* **Exercise details**:
Check every line below, and copy those that include "Church".
╭─ Entries provided
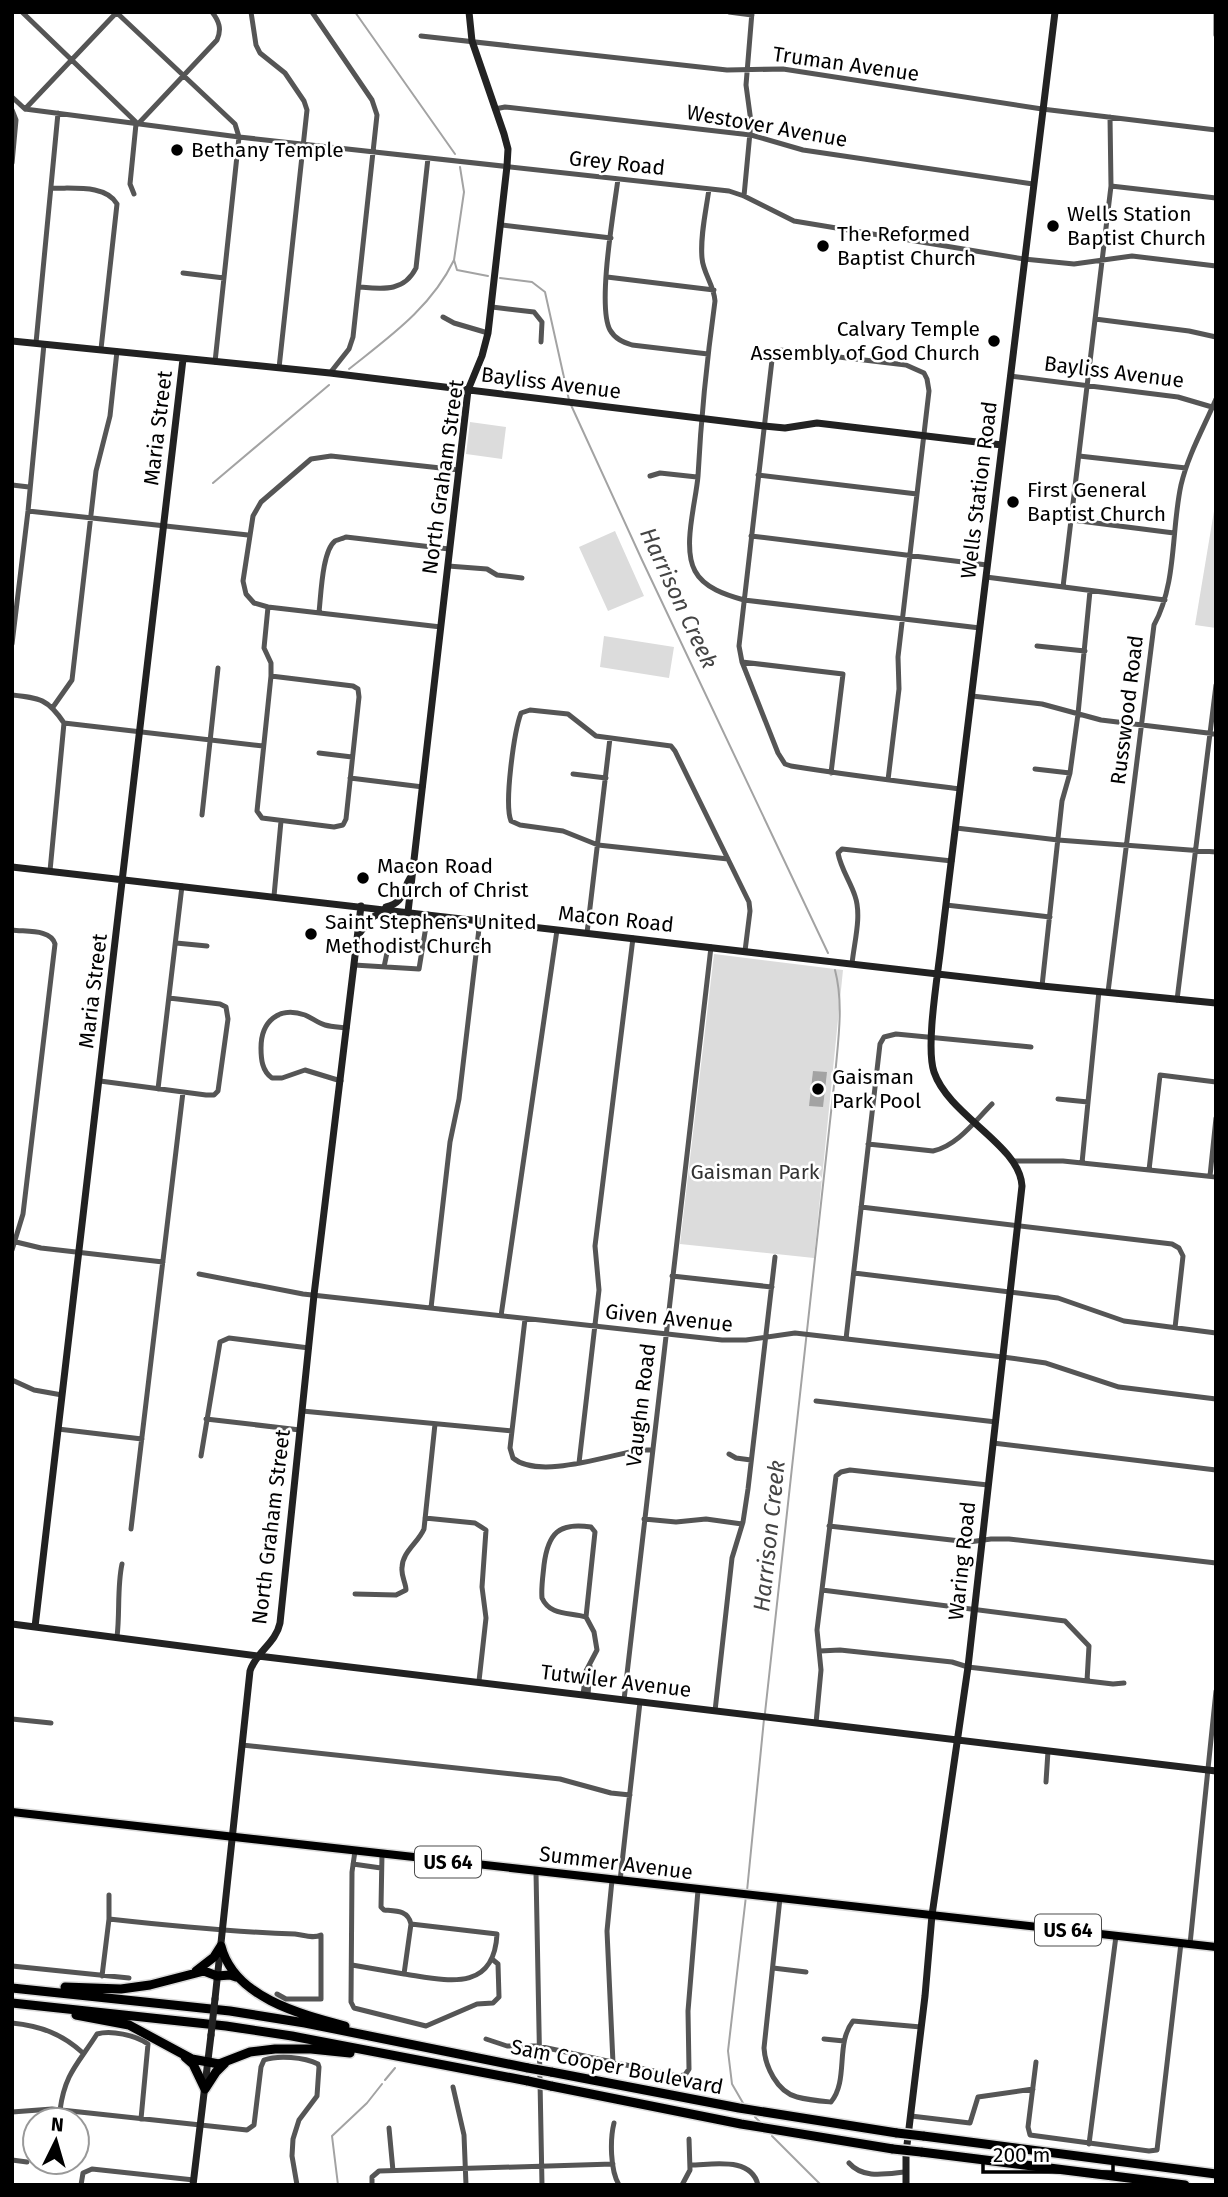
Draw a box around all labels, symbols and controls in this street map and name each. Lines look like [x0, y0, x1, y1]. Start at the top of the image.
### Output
street label: Truman Avenue [771, 41, 921, 87]
street label: Westover Avenue [685, 99, 849, 153]
place label: Bethany Temple [191, 137, 344, 163]
marker: Bethany Temple [169, 142, 185, 158]
street label: Grey Road [568, 145, 666, 181]
place label: Wells Station Baptist Church [1067, 201, 1206, 251]
marker: Wells Station Baptist Church [1045, 218, 1061, 234]
place label: The Reformed Baptist Church [837, 221, 976, 271]
marker: The Reformed Baptist Church [815, 238, 831, 254]
place label: Calvary Temple Assembly of God Church [750, 316, 980, 366]
marker: Calvary Temple Assembly of God Church [986, 333, 1002, 349]
street label: Bayliss Avenue [1042, 351, 1186, 393]
street label: Bayliss Avenue [479, 362, 623, 404]
street label: Maria Street [138, 369, 178, 487]
street label: North Graham Street [416, 377, 470, 576]
street label: Wells Station Road [955, 400, 1003, 580]
place label: First General Baptist Church [1027, 477, 1166, 527]
marker: First General Baptist Church [1005, 494, 1021, 510]
water label: Harrison Creek [634, 523, 724, 673]
street label: Russwood Road [1105, 634, 1149, 786]
place label: Macon Road Church of Christ [377, 853, 529, 903]
marker: Macon Road Church of Christ [355, 870, 371, 886]
street label: Macon Road [557, 900, 675, 938]
place label: Saint Stephens United Methodist Church [325, 909, 537, 959]
marker: Saint Stephens United Methodist Church [303, 926, 319, 942]
street label: Maria Street [73, 932, 113, 1050]
place label: Gaisman Park Pool [832, 1064, 921, 1114]
marker: Gaisman Park Pool [810, 1081, 826, 1097]
park label: Gaisman Park [690, 1159, 820, 1185]
street label: Given Avenue [604, 1298, 734, 1338]
street label: Vaughn Road [621, 1342, 661, 1468]
street label: North Graham Street [246, 1427, 296, 1626]
water label: Harrison Creek [747, 1459, 791, 1613]
street label: Waring Road [943, 1500, 981, 1622]
street label: Tutwiler Avenue [539, 1659, 693, 1703]
street label: Summer Avenue [538, 1841, 694, 1885]
road number: US 64 [415, 1846, 481, 1878]
road number: US 64 [1035, 1914, 1101, 1946]
street label: Sam Cooper Boulevard [508, 2034, 726, 2100]
north arrow [21, 2106, 91, 2176]
text: N [50, 2113, 65, 2137]
scale bar [983, 2130, 1112, 2174]
text: 200 m [993, 2142, 1050, 2168]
╰─
* **Result**:
place label: Wells Station Baptist Church [1067, 201, 1206, 251]
marker: Wells Station Baptist Church [1045, 218, 1061, 234]
place label: The Reformed Baptist Church [837, 221, 976, 271]
marker: The Reformed Baptist Church [815, 238, 831, 254]
place label: Calvary Temple Assembly of God Church [750, 316, 980, 366]
marker: Calvary Temple Assembly of God Church [986, 333, 1002, 349]
place label: First General Baptist Church [1027, 477, 1166, 527]
marker: First General Baptist Church [1005, 494, 1021, 510]
place label: Macon Road Church of Christ [377, 853, 529, 903]
marker: Macon Road Church of Christ [355, 870, 371, 886]
place label: Saint Stephens United Methodist Church [325, 909, 537, 959]
marker: Saint Stephens United Methodist Church [303, 926, 319, 942]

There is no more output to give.